Activity — Extract all lines from the data beneath that include the word "this".

Stored data —

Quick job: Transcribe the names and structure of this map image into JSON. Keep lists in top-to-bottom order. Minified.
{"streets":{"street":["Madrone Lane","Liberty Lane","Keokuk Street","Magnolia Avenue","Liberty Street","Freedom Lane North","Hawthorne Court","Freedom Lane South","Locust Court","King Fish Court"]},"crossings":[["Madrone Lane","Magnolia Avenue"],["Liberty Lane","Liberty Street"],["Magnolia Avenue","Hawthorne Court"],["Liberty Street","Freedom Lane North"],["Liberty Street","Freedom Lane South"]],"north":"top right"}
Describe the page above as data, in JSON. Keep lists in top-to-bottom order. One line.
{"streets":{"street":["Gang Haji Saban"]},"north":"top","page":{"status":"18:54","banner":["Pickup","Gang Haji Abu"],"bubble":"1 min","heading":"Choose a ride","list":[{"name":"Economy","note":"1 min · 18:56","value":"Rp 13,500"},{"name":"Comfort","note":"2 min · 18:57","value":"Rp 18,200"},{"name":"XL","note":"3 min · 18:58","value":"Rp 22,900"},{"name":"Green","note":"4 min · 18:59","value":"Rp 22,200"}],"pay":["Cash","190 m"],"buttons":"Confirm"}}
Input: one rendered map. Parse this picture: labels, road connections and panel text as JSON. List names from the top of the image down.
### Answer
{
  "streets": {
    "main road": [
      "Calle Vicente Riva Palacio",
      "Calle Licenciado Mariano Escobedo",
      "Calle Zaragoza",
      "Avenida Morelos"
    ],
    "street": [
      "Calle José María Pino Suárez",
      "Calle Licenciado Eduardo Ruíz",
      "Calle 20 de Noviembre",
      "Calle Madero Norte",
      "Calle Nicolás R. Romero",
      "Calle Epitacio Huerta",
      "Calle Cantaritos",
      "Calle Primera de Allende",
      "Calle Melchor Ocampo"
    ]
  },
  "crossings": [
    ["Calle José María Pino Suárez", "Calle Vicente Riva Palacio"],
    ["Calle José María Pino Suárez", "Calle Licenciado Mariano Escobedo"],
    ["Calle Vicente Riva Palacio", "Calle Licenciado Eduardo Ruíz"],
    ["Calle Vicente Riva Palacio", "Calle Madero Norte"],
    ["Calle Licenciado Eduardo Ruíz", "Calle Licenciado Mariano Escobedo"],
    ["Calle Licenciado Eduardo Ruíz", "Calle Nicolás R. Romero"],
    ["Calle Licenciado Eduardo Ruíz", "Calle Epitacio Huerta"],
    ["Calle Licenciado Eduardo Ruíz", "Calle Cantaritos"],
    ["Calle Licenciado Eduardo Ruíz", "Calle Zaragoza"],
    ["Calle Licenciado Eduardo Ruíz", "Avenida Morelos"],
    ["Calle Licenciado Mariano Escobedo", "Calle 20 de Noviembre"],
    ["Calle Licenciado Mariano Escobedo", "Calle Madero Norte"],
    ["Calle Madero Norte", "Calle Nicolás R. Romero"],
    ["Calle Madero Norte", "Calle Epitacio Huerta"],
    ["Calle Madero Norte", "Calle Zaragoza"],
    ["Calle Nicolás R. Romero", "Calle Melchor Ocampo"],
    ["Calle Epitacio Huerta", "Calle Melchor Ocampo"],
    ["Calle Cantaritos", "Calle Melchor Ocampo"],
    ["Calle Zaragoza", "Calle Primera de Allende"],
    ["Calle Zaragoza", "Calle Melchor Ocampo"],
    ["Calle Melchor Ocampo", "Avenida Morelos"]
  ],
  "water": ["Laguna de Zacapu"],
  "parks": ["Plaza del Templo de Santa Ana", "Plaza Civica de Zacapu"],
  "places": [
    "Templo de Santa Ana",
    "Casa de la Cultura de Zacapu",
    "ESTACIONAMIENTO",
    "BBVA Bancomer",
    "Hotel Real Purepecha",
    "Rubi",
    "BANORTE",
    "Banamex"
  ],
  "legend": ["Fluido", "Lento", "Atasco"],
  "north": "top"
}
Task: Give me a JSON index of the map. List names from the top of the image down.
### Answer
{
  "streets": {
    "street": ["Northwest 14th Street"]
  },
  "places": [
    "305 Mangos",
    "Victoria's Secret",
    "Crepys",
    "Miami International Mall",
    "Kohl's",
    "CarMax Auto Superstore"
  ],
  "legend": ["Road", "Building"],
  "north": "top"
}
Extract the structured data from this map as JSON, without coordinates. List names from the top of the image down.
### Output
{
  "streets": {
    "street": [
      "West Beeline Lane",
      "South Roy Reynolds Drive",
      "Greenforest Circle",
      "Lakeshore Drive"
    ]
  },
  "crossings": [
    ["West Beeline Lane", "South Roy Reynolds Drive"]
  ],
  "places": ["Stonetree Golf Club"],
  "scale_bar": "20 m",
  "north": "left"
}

Written solution —
Quick job: Transcribe the names and structure of this map image into JSON. Keep lists in top-to-bottom order. Minified.
Input: one rendered map. Parse this picture: labels, road connections and panel text as JSON. List names from the top of the image down.
Extract the structured data from this map as JSON, without coordinates. List names from the top of the image down.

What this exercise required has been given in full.